Eskimos: More than half a century ago, Danish researchers Bang and Dyerberg made the astute discovery that Eskimos residing in the Danish territory of Greenland experienced a much lower rate of coronary heart disease than Europeans living in Denmark. As Eskimos consumed high amounts of marine derived omega-3 fatty acids from whale blubber (see photo above), salmon and other fish, they reasoned that the low incidence of myocardial infarction was due to a diet enriched in EPA.
As it turns out, Bang and Dyerberg were right!

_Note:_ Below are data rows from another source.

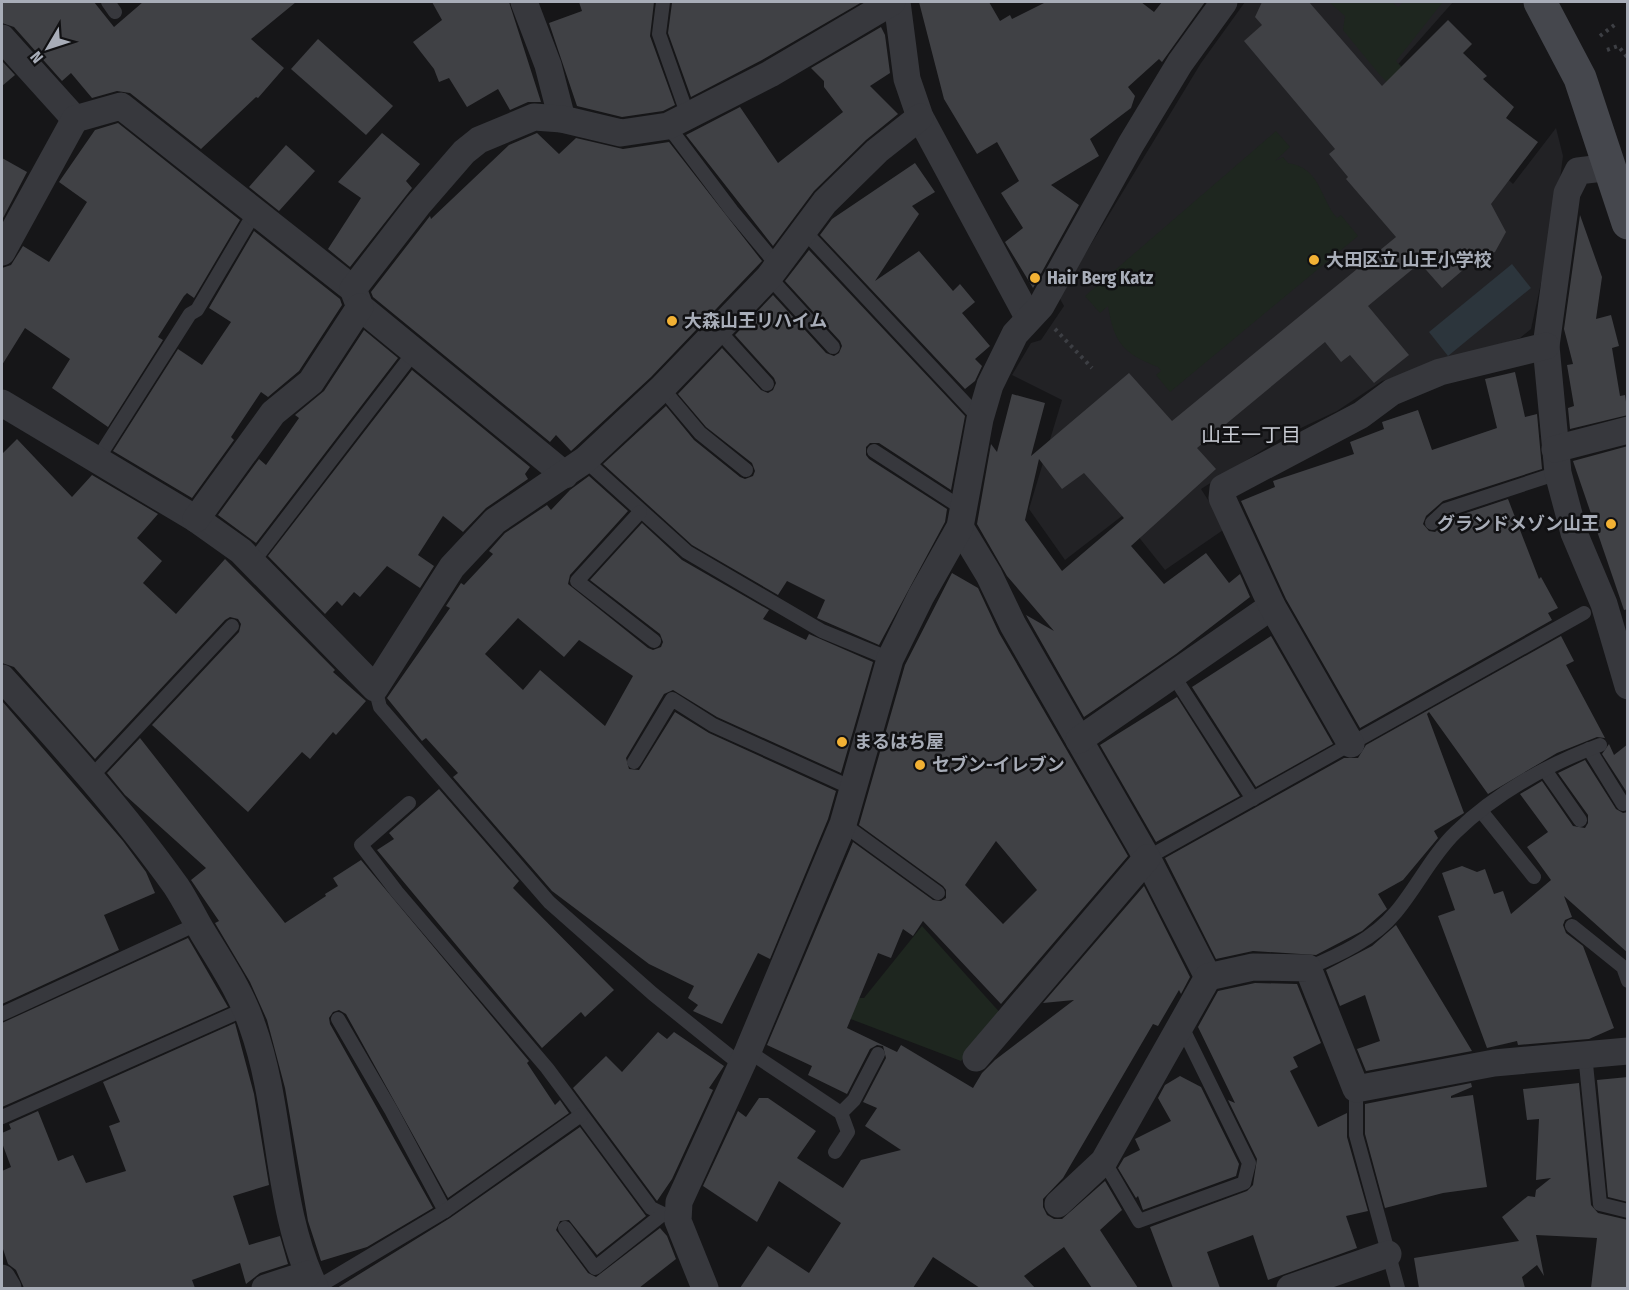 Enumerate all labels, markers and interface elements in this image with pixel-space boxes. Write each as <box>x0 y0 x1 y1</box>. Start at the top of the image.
north arrow <box>18 18 78 78</box>
text: N <box>26 47 47 67</box>
place label: 大田区立 山王小学校 <box>1326 249 1492 271</box>
marker: 大田区立 山王小学校 <box>1307 253 1321 267</box>
place label: Hair Berg Katz <box>1047 267 1154 289</box>
marker: Hair Berg Katz <box>1028 271 1042 285</box>
place label: 大森山王リハイム <box>684 310 827 332</box>
marker: 大森山王リハイム <box>665 314 679 328</box>
district label: 山王一丁目 <box>1201 423 1301 447</box>
place label: グランドメゾン山王 <box>1437 513 1599 535</box>
marker: グランドメゾン山王 <box>1604 517 1618 531</box>
place label: まるはち屋 <box>854 731 944 753</box>
marker: まるはち屋 <box>835 735 849 749</box>
place label: セブン-イレブン <box>932 754 1065 776</box>
marker: セブン-イレブン <box>913 758 927 772</box> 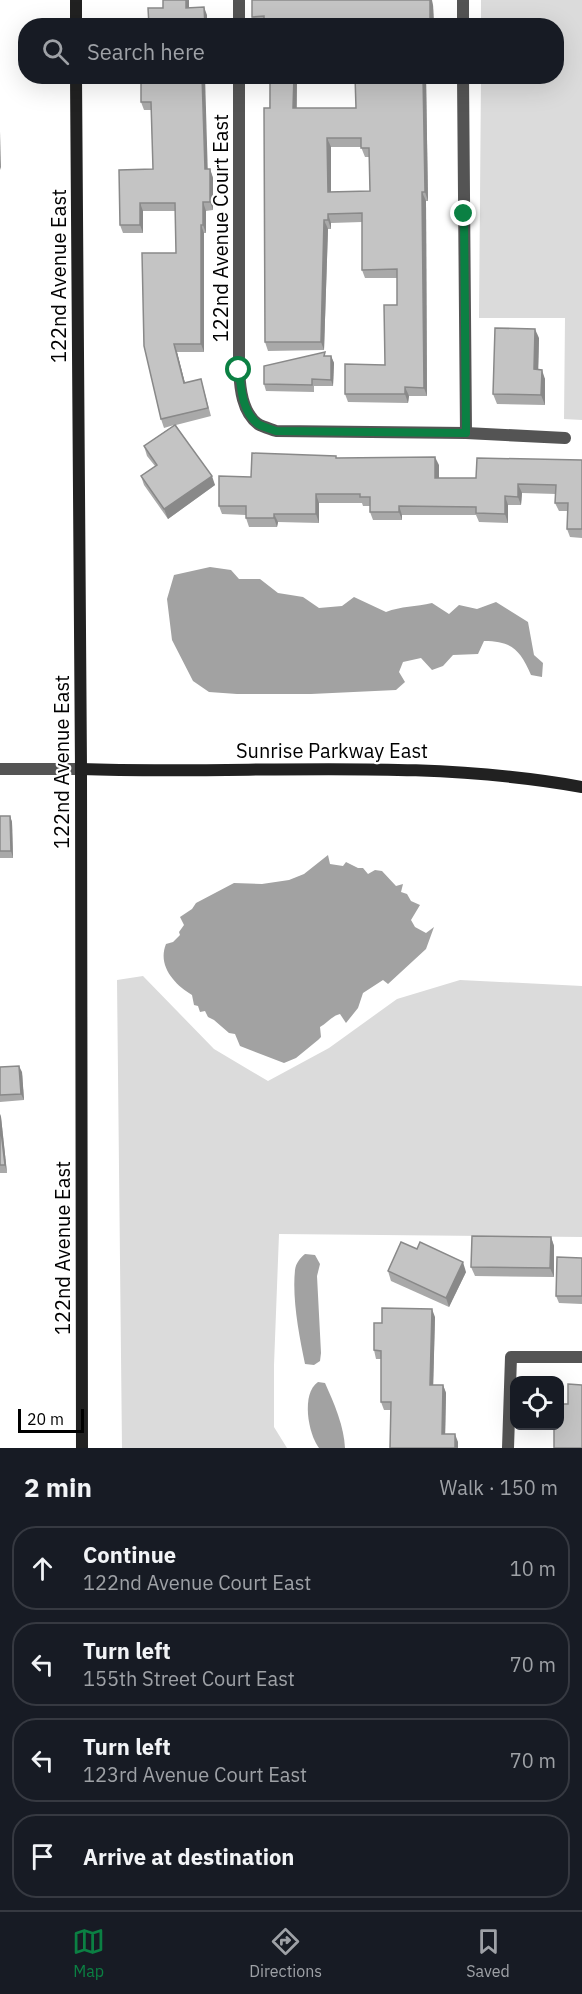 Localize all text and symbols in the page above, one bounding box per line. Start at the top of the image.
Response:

With the results of RESPECT-EPA presented at last week’s American Heart Association Scientific Sessions, we now have 4 clinical outcome trials and 2 arteriographic studies pointing in the same direction; simply stated, purified EPA reduces coronary (CAD) events, arteriographic CAD progression and overall cardiovascular risk. Whether studies included patients in primary prevention, secondary prevention or post-ACS, they have generated reproducible results in favor of EPA therapy. In effect, icosapent ethyl the purified form of EPA (marketed in the U.S. as Vascepa, the abbreviated form of Vascular EPA) is currently indicated for patients with high triglycerides (HTG) and CAD or for Type 2 diabetes mellitus (T2DM) with additional CAD risk factors. Now admittedly, RESPECT-EPA had shortcomings that included an open-label design and was underpowered (low event rates/high early withdrawal rates) that would not have garnered significant attention despite the 22% reduction in the primary endpoint (cardiovascular [CV] death, nonfatal myocardial infarction, nonfatal stroke, revascularization and unstable angina requiring hospitalization) (p=0.054) and 27% reduction in the secondary endpoint (CAD events, stroke and mortality) (P=0.03) in Japanese patients with stable CAD assigned to 1.8 grams of EPA daily. However, when RESPECT-EPA is placed within the context of other EPA based studies, there is a clear and consistent trend of improved cardiovascular risk. These results are directionally aligned with the much larger REDUCE-IT trial that used 4 grams daily of highly purified icosapent ethyl (IPE) in men and women with elevated triglycerides and CAD or T2DM that resulted in 25% and 26% reductions in the primary and secondary endpoints, respectively (P< 0.0001; P< 0.0001). In the earlier JELIS study of nearly 20,000 Japanese patients with elevated cholesterol there was an overall 19% reduction in risk of coronary events (p=0.011). Finally in the study by Nosaka and colleagues, assignment to 1.8 grams EPA within 24 hours following percutaneous coronary intervention in the setting of an acute coronary syndrome was associated with a 58% reduction in cardiac events during the 1-year follow-up period (P=0.02). Two angiographic studies CHERRY and EVAPORATE further demonstrated reduced atherosclerotic progression when EPA was added to statin therapy.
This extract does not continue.